I shan’t spend too long talking about the rugby, it’s still a bit soon. The emotional scars are still a bit too fresh and the sadness that followed that ridiculously early rugby match in Wellington’s “Cake Tin” still lingers on. At 8.00am last Saturday morning, I sat in The Woolshed on Parnell St. as shocked and stunned as a kid who had just been told that the Toy Show had been cancelled for this year. My sadness then swiftly turned towards the actual players involved. We will never see Paul O’Connell, pilule Brian O’Driscoll or Ronan O’Gara play at another World Cup. A group of players who have conquered Europe at both club and country level will never conquer the world. What an absolute tragedy for these players who truly deserved a great World Cup. Sport doesn’t work that way I suppose.
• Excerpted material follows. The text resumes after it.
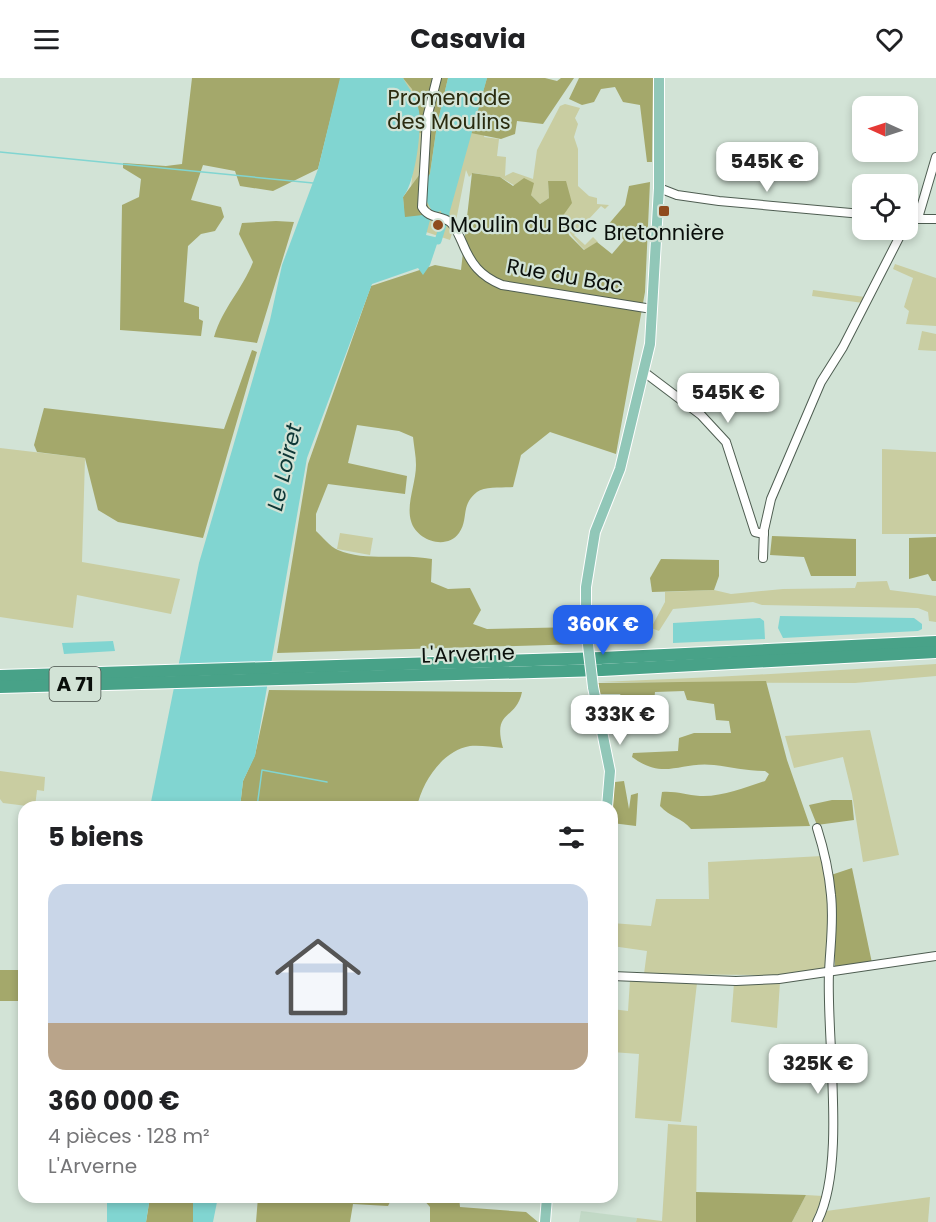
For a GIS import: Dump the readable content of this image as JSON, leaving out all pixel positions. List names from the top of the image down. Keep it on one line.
{"streets":{"highway":["L'Arverne","A 71"],"street":["Rue du Bac"]},"water":["Le Loiret"],"parks":["Promenade des Moulins"],"places":{"transit":["Bretonnière"],"other":["Moulin du Bac"]},"north":"left","page":{"header":"Casavia","price":["545K €","545K €","360K €","333K €","325K €"],"heading":"5 biens","list":[{"name":"360 000 €","note":"4 pièces · 128 m² · L'Arverne"}]}}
In better news, the Irish football team look to be extremely close to finally getting back to dine at the table of the big boys in a major tournament. A reasonably comfortable, if perhaps sometimes uninspiring 2-1 victory over an improving Armenian side means we are but two matches away from our first European Championships in 24 years. However, according to Giles the Wise and Confucius Dunphy, the most wise and noble men of the land, we should be embarrassed. Seemingly RTE like hiring people as analysts who live in an alternate universe from the rest of us. The most damaging thing is that Pat Spillane, George Hook and Eamon Dunphy actually have some followers behind their deluded musings. Both Dunphy and Giles were furious with Trapattoni’s inclusion of Simon Cox against the Armenians last Tuesday. Who ended up winning the man of the match award?

Dunphy followed this up with an outlandish statement that Ireland were not going to qualify from the play-offs. Not alone had the draw not been made when he said this, but we didn’t even know what teams were going to be involved in the draw at that stage or whether we would be seeded or not. It’s time RTE realised that such constant sensationalist nonsense should not be tolerated. Fair and unbiased sports analysis is possible, and it can even be entertaining. The sooner RTE weeds out these “characters” of their respective sports and replace them with people who can actually take each team and each game on its merits (if you’ll excuse my Gilesism), the better for all of us.

So, Estonia, eh? What do we know about them? Well, according to visitestonia.com, there a very few traffic jams in Tallinn, the Estonian language is a nightmare to learn, Tallinn is this year’s European City of Culture and you can eat marinated bear there. It sounds great, and yours truly couldn’t spend 360 of my well-earned euros to be there in a month’s time quickly enough. In terms of sports, the Estonians love a good cross-country ski, track and field and basketball. Oh, and they like football apparently, even though their national stadium, the hilariously named A. Le Coq Arena, only holds 10,000 people and is rarely filled to capacity.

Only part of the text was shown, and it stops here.